[Start of Attachment]
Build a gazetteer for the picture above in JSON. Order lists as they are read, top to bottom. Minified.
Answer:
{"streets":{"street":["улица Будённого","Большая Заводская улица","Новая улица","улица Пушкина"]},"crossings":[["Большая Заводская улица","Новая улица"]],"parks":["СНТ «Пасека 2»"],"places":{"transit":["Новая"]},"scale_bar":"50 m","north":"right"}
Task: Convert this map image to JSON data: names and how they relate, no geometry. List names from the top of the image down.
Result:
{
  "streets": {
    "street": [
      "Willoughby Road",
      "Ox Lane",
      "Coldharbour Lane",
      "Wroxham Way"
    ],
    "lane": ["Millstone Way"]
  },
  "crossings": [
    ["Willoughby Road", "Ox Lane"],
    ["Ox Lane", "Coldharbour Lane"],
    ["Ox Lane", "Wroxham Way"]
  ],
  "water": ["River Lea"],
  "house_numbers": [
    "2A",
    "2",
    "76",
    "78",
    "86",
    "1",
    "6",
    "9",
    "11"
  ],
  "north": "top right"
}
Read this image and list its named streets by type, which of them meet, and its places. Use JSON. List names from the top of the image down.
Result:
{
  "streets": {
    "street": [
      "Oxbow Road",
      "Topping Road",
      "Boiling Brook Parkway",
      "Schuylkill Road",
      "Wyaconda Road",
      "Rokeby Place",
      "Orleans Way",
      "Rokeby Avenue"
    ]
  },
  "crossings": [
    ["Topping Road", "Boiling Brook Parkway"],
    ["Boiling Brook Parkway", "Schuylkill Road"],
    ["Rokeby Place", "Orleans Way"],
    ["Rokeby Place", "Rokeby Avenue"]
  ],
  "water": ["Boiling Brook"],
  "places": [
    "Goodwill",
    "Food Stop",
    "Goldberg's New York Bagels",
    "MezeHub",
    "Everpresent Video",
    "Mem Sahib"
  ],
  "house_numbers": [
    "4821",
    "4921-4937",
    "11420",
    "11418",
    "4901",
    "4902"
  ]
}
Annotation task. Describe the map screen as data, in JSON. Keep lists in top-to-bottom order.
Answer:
[End of Attachment]
**What you have to do:** Give back the entire listing exactly as it was written.

**Result of the task:**
Build a gazetteer for the picture above in JSON. Order lists as they are read, top to bottom. Minified.
Answer:
{"streets":{"street":["улица Будённого","Большая Заводская улица","Новая улица","улица Пушкина"]},"crossings":[["Большая Заводская улица","Новая улица"]],"parks":["СНТ «Пасека 2»"],"places":{"transit":["Новая"]},"scale_bar":"50 m","north":"right"}
Task: Convert this map image to JSON data: names and how they relate, no geometry. List names from the top of the image down.
Result:
{
  "streets": {
    "street": [
      "Willoughby Road",
      "Ox Lane",
      "Coldharbour Lane",
      "Wroxham Way"
    ],
    "lane": ["Millstone Way"]
  },
  "crossings": [
    ["Willoughby Road", "Ox Lane"],
    ["Ox Lane", "Coldharbour Lane"],
    ["Ox Lane", "Wroxham Way"]
  ],
  "water": ["River Lea"],
  "house_numbers": [
    "2A",
    "2",
    "76",
    "78",
    "86",
    "1",
    "6",
    "9",
    "11"
  ],
  "north": "top right"
}
Read this image and list its named streets by type, which of them meet, and its places. Use JSON. List names from the top of the image down.
Result:
{
  "streets": {
    "street": [
      "Oxbow Road",
      "Topping Road",
      "Boiling Brook Parkway",
      "Schuylkill Road",
      "Wyaconda Road",
      "Rokeby Place",
      "Orleans Way",
      "Rokeby Avenue"
    ]
  },
  "crossings": [
    ["Topping Road", "Boiling Brook Parkway"],
    ["Boiling Brook Parkway", "Schuylkill Road"],
    ["Rokeby Place", "Orleans Way"],
    ["Rokeby Place", "Rokeby Avenue"]
  ],
  "water": ["Boiling Brook"],
  "places": [
    "Goodwill",
    "Food Stop",
    "Goldberg's New York Bagels",
    "MezeHub",
    "Everpresent Video",
    "Mem Sahib"
  ],
  "house_numbers": [
    "4821",
    "4921-4937",
    "11420",
    "11418",
    "4901",
    "4902"
  ]
}
Annotation task. Describe the map screen as data, in JSON. Keep lists in top-to-bottom order.
Answer:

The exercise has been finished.